We measured CO2 assimilation during the same transition. While CO2 assimilation rates of kea3 and WT plants were similar under steady-state high and low light, kea3 exhibited a period of lower CO2 assimilation than WT immediately after a transition from high to low light (Fig. 4d,e, P<0.007, Supplementary Fig. 9c,d, P<0.04). We conclude that following a high- to low-light transition, KEA3 accelerates the downregulation of qE, thus allowing a larger fraction of the absorbed light energy to drive linear electron flow and CO2 fixation.

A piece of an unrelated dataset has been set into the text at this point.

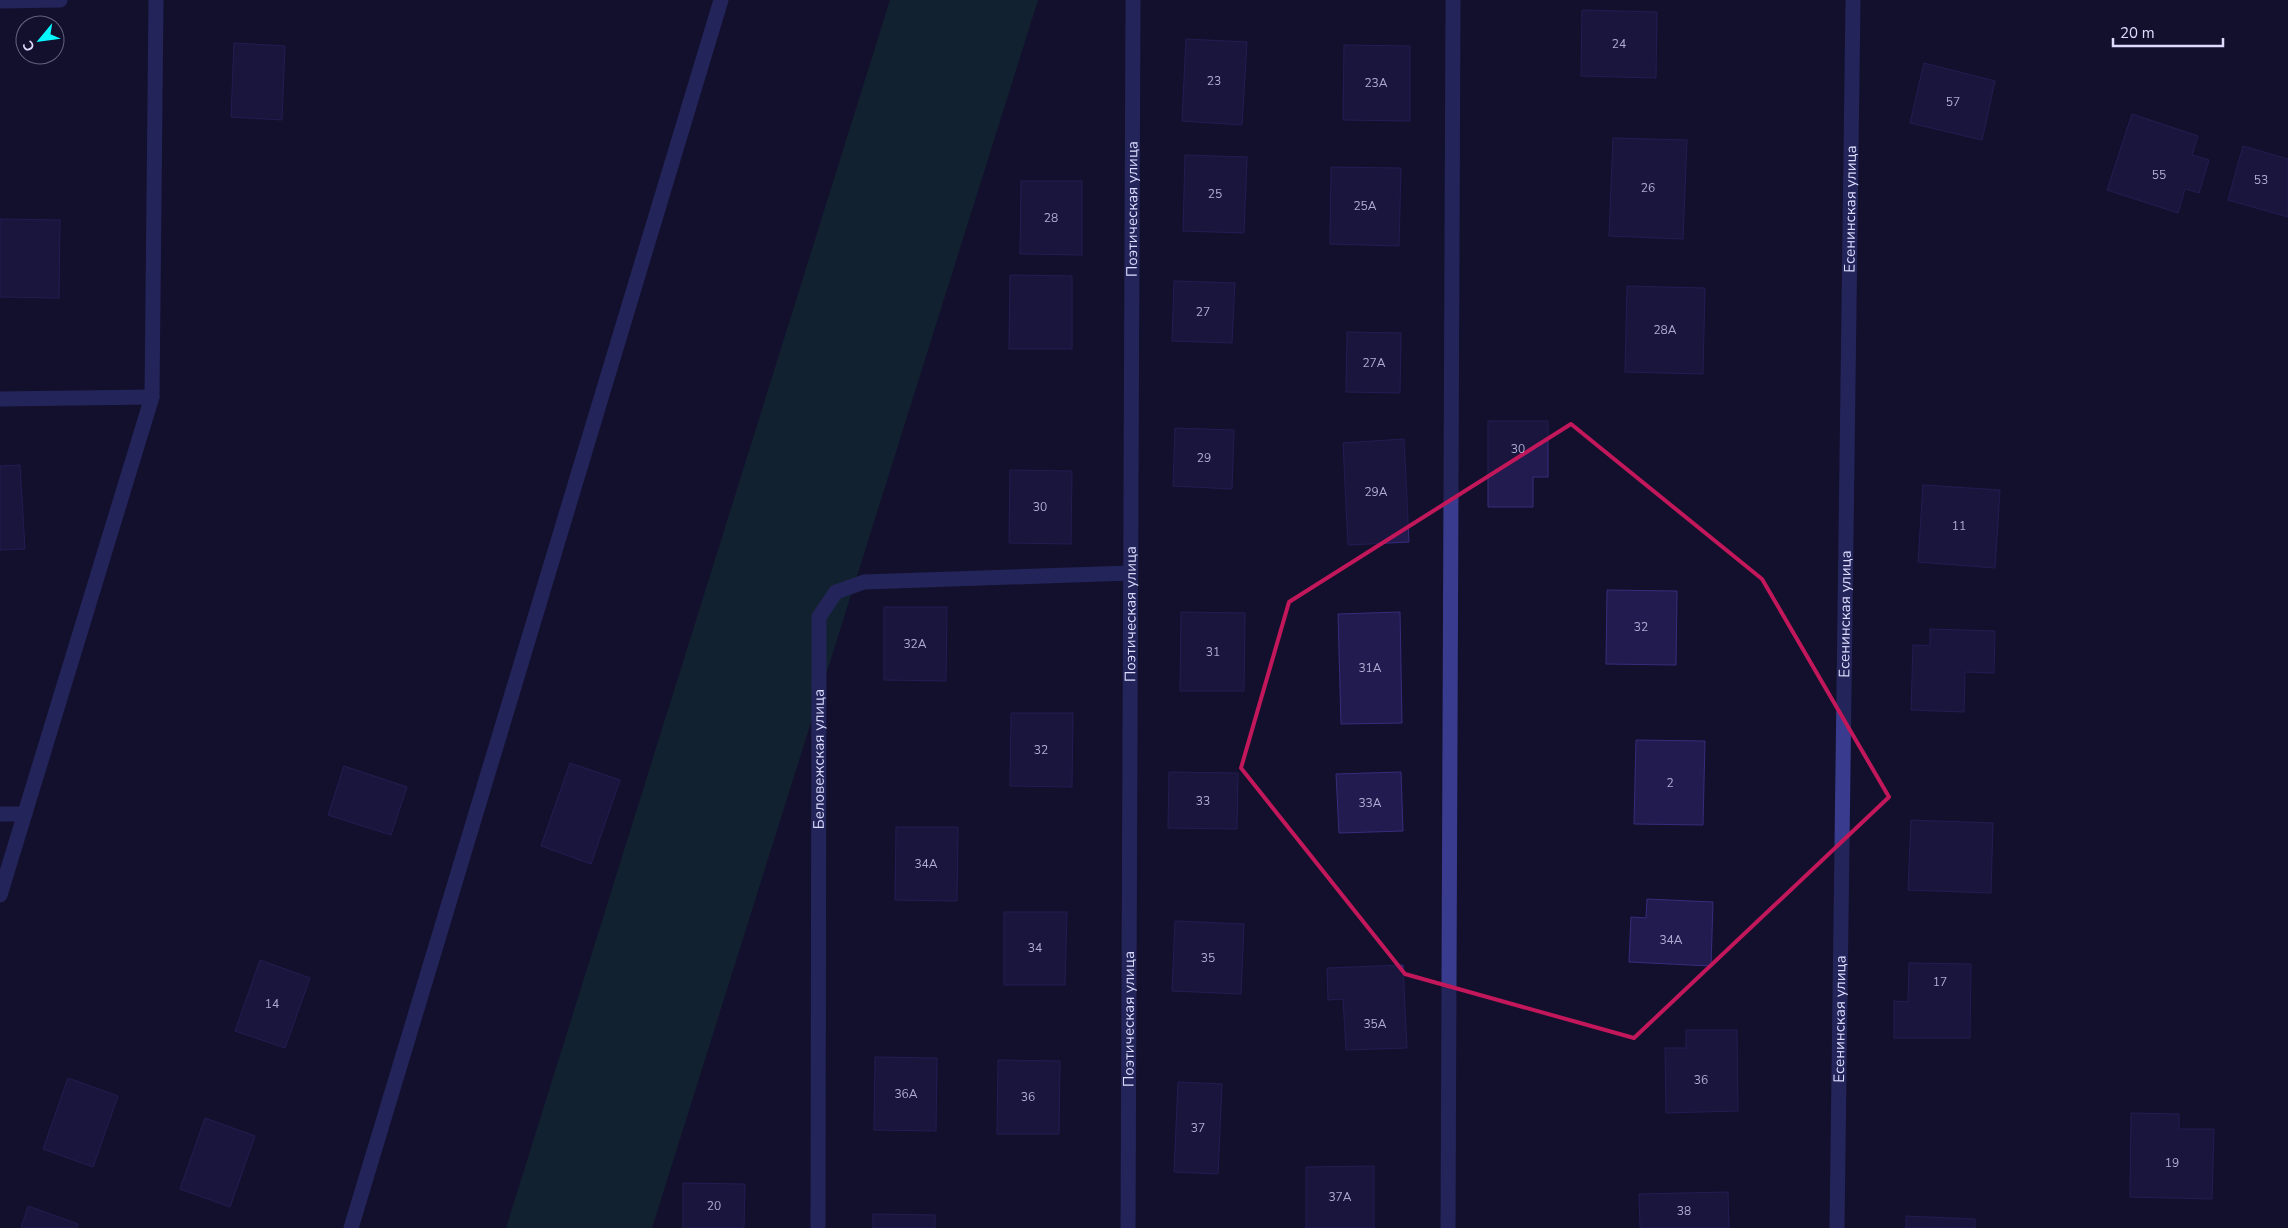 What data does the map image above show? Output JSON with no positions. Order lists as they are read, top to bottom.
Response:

KEA3 improves photosynthetic efficiency in fluctuating light
To investigate the role of KEA3 under continuously fluctuating light, we exposed plants to alternating cycles of 140 s at high light and 100 s at low light. kea3 mutants consistently showed slower NPQ relaxation and ΦII recovery than WT after each transition (Fig. 4f,g and Supplementary Fig. 10). These phenotypes were present regardless of whether the fluctuations were preceded by 10 min of high light or 10 min of low light, suggesting that KEA3’s function is not extensively affected by preceding light conditions. NPQ and ΦII in kea3 reached WT levels after the fluctuations stopped, further supporting the role of KEA3 specifically in light transitions. We conclude that KEA3 improves photosynthetic efficiency under continuously fluctuating light.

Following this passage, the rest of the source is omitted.